UF student Marcela Mulholland plans to spend Earth Day in the great outdoors — marching from campus to downtown in the name of science.
On April 22, residents of more than 220 cities across the country, including Washington, D.C., will take part in similar marches, some to protest President Donald Trump’s administration and others, like Mulholland, to protest policymakers who don’t acknowledge scientific truths.
“This isn’t an attack on any political party, it’s more about having people who believe in fact-based policies raise their voices,” she said. “If necessary, we’ll take to the streets to make sure politicians are listening to academics and experts.”
Mulholland plans to march from UF to Bo Diddley Community Plaza with hundreds more people. Although a time and location has not been finalized, the political science and sustainability studies sophomore said she will use the next two months to plan the route and invite organizations, speakers and musicians to march.

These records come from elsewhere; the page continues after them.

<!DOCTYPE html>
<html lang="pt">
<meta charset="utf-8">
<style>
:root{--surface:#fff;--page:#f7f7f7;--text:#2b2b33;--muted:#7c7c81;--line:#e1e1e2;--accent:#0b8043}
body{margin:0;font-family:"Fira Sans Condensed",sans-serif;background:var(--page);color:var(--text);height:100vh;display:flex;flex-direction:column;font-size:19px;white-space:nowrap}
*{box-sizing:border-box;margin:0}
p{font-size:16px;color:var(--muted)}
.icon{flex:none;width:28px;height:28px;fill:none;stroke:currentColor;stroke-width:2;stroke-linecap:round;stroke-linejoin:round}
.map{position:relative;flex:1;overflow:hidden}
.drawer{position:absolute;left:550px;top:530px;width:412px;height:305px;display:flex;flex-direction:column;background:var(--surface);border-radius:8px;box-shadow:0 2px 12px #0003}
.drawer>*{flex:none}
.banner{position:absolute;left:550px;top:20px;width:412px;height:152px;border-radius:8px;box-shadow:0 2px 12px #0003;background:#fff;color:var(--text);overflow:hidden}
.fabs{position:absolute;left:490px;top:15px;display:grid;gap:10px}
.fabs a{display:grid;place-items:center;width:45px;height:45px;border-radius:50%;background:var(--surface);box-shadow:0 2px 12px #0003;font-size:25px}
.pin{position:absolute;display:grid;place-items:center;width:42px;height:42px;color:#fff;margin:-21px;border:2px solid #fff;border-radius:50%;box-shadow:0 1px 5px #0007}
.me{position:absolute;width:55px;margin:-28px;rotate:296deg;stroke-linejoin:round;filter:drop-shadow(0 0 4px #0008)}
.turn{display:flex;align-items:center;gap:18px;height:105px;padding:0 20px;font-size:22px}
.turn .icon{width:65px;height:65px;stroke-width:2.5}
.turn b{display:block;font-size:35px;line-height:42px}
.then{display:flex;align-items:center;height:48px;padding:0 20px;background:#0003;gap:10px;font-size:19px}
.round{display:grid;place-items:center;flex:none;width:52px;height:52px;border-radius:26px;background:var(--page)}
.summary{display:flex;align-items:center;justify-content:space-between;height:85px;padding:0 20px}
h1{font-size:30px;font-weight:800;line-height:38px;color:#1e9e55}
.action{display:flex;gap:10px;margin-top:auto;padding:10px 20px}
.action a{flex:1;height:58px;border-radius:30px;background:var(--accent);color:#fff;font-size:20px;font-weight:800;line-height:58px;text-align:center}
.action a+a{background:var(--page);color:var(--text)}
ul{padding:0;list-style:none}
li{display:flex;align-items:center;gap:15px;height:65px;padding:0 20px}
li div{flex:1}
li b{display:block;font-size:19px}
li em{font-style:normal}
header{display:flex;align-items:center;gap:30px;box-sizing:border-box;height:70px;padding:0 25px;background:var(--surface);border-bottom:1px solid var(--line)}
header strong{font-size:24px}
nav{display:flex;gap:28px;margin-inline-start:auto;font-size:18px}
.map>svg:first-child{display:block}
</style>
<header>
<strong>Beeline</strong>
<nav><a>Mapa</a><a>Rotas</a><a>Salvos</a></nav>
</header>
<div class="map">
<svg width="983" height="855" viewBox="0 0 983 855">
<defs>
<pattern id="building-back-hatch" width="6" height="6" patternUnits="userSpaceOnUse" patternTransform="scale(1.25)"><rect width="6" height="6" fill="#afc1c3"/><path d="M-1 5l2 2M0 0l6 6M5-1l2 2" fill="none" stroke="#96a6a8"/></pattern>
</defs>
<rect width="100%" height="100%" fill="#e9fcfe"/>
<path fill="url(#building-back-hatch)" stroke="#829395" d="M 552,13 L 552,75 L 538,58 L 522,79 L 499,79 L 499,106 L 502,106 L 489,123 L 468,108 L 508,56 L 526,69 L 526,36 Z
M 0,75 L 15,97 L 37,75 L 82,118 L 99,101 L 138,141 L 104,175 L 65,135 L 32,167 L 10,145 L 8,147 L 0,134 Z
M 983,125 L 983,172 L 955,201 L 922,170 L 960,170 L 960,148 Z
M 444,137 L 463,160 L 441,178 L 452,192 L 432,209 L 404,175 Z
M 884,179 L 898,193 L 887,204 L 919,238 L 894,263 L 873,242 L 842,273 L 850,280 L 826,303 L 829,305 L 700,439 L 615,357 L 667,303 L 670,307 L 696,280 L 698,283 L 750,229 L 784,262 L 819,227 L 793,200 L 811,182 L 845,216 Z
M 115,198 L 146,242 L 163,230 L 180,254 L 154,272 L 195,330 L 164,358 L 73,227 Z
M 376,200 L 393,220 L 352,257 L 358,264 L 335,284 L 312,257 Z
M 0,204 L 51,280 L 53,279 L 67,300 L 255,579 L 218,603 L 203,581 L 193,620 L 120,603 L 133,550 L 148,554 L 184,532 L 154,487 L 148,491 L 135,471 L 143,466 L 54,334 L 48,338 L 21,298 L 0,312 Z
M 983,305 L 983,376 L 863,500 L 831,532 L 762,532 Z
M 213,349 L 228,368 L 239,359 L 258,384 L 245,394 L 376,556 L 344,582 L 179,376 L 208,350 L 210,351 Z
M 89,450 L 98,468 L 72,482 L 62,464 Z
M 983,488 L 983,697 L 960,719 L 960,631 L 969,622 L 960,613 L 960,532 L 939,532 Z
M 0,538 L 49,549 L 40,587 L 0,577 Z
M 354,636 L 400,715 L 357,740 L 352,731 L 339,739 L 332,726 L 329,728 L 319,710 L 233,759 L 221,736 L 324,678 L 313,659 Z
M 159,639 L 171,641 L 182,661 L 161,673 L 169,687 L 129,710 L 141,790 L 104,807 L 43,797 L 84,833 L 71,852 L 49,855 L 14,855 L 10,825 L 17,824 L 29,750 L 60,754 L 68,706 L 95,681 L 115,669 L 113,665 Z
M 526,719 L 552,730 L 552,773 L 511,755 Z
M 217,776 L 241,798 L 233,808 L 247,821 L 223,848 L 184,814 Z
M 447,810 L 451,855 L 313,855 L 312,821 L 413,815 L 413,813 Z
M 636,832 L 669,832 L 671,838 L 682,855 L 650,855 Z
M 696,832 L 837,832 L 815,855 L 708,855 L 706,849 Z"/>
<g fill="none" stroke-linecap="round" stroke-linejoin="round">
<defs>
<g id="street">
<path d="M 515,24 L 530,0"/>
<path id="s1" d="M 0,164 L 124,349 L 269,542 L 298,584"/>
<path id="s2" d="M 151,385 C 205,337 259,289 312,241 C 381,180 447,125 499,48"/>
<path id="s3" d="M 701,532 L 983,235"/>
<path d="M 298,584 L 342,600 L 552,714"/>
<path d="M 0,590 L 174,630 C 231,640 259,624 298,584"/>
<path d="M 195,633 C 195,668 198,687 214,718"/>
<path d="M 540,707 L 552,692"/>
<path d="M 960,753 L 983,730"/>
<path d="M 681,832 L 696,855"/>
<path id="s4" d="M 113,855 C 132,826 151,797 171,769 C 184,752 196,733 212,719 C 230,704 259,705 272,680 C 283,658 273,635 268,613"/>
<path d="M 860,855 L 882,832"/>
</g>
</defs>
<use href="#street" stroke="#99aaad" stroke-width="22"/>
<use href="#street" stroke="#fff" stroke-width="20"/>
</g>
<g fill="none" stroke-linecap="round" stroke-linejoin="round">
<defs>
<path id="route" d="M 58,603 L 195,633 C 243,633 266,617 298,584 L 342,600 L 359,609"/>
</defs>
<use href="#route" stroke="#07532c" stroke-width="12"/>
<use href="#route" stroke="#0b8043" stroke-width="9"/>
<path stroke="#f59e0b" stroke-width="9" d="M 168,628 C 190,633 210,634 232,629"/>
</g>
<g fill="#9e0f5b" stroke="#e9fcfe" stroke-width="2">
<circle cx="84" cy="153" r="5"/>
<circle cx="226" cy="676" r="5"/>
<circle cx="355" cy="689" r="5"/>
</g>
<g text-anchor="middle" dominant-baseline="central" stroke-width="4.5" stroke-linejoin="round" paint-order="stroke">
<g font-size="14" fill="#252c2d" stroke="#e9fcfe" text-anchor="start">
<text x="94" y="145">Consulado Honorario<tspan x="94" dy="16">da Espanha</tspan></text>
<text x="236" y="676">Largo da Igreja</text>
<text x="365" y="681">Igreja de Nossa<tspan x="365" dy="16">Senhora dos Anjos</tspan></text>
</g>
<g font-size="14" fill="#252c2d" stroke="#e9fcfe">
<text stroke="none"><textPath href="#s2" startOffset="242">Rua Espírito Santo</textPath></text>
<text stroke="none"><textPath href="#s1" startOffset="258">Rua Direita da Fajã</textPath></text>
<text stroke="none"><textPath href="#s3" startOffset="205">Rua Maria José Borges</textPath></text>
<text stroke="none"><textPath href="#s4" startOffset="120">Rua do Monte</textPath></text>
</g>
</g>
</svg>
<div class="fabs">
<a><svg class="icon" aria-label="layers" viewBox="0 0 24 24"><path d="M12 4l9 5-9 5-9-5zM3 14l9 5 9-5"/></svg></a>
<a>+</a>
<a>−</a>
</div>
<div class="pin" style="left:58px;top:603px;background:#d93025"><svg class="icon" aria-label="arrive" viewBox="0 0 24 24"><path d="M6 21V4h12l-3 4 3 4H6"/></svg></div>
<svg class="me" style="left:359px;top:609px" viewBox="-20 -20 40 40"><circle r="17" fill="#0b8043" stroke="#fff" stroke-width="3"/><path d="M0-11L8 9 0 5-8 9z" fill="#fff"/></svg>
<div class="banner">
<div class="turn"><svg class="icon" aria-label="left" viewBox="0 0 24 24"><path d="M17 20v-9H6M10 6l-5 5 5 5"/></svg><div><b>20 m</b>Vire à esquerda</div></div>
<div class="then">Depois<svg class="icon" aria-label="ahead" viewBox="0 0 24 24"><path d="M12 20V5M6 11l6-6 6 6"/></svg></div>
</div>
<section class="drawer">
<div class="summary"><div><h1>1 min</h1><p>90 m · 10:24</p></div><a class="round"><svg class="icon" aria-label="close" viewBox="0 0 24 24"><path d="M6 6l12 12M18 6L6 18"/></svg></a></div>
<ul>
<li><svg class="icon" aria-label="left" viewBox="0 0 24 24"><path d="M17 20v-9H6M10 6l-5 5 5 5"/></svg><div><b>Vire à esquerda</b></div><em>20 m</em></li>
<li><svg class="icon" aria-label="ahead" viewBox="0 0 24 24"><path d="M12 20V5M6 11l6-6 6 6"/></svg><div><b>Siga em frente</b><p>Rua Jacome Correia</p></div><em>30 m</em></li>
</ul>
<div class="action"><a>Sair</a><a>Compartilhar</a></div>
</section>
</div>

Mulholland, 19, said the nonpartisan protest is meant to bring people together in the name of science. Juan Zapata, the Gainesville event’s lead organizer, said the March for Science in Washington, D.C., was created in response to President Donald Trump’s anti-science and climate-change-denying administration.

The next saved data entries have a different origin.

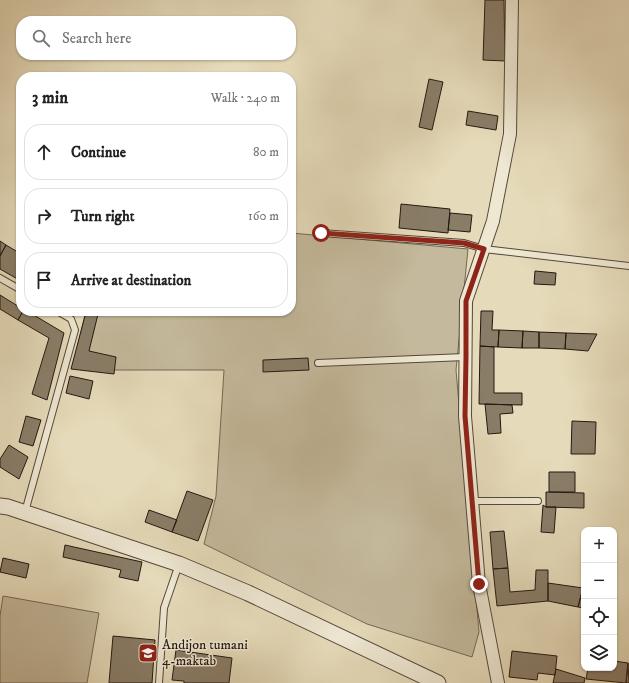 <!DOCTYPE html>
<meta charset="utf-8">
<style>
body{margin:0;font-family:"IM FELL DW Pica",serif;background:#f6f6f6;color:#222}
.controls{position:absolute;right:12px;bottom:12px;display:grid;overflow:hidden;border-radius:8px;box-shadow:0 1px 3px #0004}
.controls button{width:36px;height:36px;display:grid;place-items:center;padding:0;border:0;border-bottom:1px solid #e0e0e0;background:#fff;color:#222;font:20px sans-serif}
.stop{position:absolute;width:12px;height:12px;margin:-9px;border:3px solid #8f2418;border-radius:50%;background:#fff}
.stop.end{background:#8f2418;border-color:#fff;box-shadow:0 1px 4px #0008}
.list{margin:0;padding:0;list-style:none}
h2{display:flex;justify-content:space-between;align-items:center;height:52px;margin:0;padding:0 16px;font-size:17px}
h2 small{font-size:13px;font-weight:400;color:#767676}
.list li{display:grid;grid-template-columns:26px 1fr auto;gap:12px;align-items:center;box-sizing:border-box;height:56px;margin:0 8px 8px;padding:0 8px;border:1px solid #e0e0e0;border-radius:16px}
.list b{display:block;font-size:15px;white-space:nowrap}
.list em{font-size:13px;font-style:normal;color:#767676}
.icon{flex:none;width:22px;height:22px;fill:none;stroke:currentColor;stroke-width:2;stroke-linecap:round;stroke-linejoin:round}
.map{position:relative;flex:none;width:629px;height:683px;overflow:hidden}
.search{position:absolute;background:#fff;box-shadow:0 1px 3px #0004;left:16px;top:16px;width:280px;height:44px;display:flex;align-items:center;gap:10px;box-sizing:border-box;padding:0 14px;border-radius:16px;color:#767676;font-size:15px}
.panel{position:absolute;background:#fff;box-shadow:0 1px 3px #0004;left:16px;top:72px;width:280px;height:244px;border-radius:16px}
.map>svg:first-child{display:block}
.green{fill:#c4b99c;stroke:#746856}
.building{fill:#897d68;stroke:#251811}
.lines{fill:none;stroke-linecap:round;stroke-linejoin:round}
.service-casing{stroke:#55483b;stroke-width:8}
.minor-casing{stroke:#55483b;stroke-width:14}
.tertiary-casing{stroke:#55483b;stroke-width:17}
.service{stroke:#eee7d2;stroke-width:6}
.minor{stroke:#eee7d2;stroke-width:12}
.tertiary{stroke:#eee7d2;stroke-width:15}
.route{stroke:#8f2418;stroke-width:5}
.labels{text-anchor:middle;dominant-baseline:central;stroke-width:3;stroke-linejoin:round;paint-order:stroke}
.poi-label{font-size:14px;fill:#251811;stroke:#eee7d2;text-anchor:start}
</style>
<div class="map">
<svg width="629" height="683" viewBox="0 0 629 683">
<rect width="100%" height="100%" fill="#e5dab9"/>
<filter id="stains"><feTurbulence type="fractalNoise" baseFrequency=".005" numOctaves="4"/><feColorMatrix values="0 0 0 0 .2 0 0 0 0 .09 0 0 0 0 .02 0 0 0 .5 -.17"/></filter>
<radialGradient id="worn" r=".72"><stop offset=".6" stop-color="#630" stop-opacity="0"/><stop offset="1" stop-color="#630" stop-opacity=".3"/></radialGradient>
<path class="green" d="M291 233 468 249 456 370 479 632 472 657 367 624 204 544 216 496 224 370H114L73 365 86 311H291Z
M3 596 99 613 87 683H0V616Z"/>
<path class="building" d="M485 0H504L505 61 483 60Z
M429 79 443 82 432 130 419 127Z
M468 111 498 116 496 130 466 125Z
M401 204 450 209 448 233 399 228Z
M450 213 472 215 470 232 448 230Z
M0 241 6 245 0 256Z
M6 245 21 254V281L0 269V256Z
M535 271 556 273 555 285 534 284Z
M0 295 21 308V311H23L18 320 0 309Z
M23 311H27L64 333 47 400 32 394 49 338 18 320Z
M481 311H493L492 330H499L498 347 480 346Z
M86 312 98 314 89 351 116 357 114 374 71 369Z
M499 330 523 331 522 348 498 347Z
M523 331 539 332V348H522Z
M539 332 566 333 565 349 539 348Z
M566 333 597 334 588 351 565 349Z
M480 346 494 347V393H522V405L479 404Z
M308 358 309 370 263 372V360Z
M70 376 93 381 89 399 66 393Z
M485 404 512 405 513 413 500 414 501 433 488 434Z
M26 416 41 420 33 446 19 442Z
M572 421 596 422 595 454H571Z
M9 445 28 457 19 479 0 467V459Z
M549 472H575V492H549Z
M187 491 213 500 198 541 172 532Z
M546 492 584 493V508L546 507Z
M543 505 546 507H556L554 533 541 532Z
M149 510 177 520 172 532 145 522Z
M504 531 508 568 493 569 490 532Z
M65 545 142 562 138 581 119 577 121 570 63 557Z
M3 558 29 564 26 578 0 572Z
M508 568 510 592 535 590 536 570H548V601L497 606 493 569Z
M548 583 583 588 578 607 548 601Z
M583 588H584V608L578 607Z
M113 636 155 640 152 683H109Z
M176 650 232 658 229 683H184V681L172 680Z
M512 651 557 656 555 675 538 673 537 680 509 677Z
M614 661 628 663 626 683 586 679 588 668H614Z
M628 663 629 683H626Z
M556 669 585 678 584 683H553Z"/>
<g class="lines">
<g class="service-casing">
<path id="service" d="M321 233 464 243 484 249 629 266
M0 278 21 290
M318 363 465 357
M472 501H538
M25 512 75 330 71 319 57 311
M159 683 164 608 179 564"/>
</g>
<g class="minor-casing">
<path id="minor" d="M498 683 479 584 465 416 466 301 493 221 510 134 512 0"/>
</g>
<g class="tertiary-casing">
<path id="tertiary" d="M0 506 8 507 179 564 248 593 438 683"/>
</g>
<use href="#service" class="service"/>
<use href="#minor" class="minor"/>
<use href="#tertiary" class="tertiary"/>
</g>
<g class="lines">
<path class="route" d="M321 233 464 243 484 249 466 301V357L465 416 479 584"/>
</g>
<defs>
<g id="school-square" transform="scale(1)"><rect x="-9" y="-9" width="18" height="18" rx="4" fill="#8f2418" stroke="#eee7d2"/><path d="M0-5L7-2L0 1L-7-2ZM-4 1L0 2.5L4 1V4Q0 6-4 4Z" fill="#fff"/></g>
</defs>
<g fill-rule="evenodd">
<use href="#school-square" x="148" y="653"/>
</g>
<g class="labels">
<g class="poi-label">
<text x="162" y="645">Andijon tumani<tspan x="162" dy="16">4-maktab</tspan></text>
</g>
</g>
<rect width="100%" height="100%" filter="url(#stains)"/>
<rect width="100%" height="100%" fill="url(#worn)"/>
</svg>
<div class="controls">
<button>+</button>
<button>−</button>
<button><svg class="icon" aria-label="locate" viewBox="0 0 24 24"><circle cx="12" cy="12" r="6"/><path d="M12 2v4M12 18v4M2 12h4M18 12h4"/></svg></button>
<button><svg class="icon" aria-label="layers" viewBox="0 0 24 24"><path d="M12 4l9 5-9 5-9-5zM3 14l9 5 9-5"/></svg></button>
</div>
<div class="stop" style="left:321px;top:233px"></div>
<div class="stop end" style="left:479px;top:584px"></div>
<div class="search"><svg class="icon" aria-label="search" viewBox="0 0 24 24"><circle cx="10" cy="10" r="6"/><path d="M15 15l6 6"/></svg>Search here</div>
<section class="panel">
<h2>3 min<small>Walk · 240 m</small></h2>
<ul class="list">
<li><svg class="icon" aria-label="ahead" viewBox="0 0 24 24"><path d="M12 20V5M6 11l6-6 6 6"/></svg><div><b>Continue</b></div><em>80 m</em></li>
<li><svg class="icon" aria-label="right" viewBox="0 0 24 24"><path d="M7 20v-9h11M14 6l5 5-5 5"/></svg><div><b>Turn right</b></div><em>160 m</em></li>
<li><svg class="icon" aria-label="arrive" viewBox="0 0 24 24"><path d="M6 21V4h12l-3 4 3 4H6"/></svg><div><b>Arrive at destination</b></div></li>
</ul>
</section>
</div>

The UF electrical engineering junior said he’s concerned about the current administration’s ties to the fossil fuel industry as well as the temporary silencing of the Environmental Protection Agency.
Zapata, 20, stressed the nonpartisan nature of the march and said he hopes UF professors, researchers and scientists will join in.
“This is not against anyone’s beliefs,” Zapata said. “This is not meant to cause a divide.”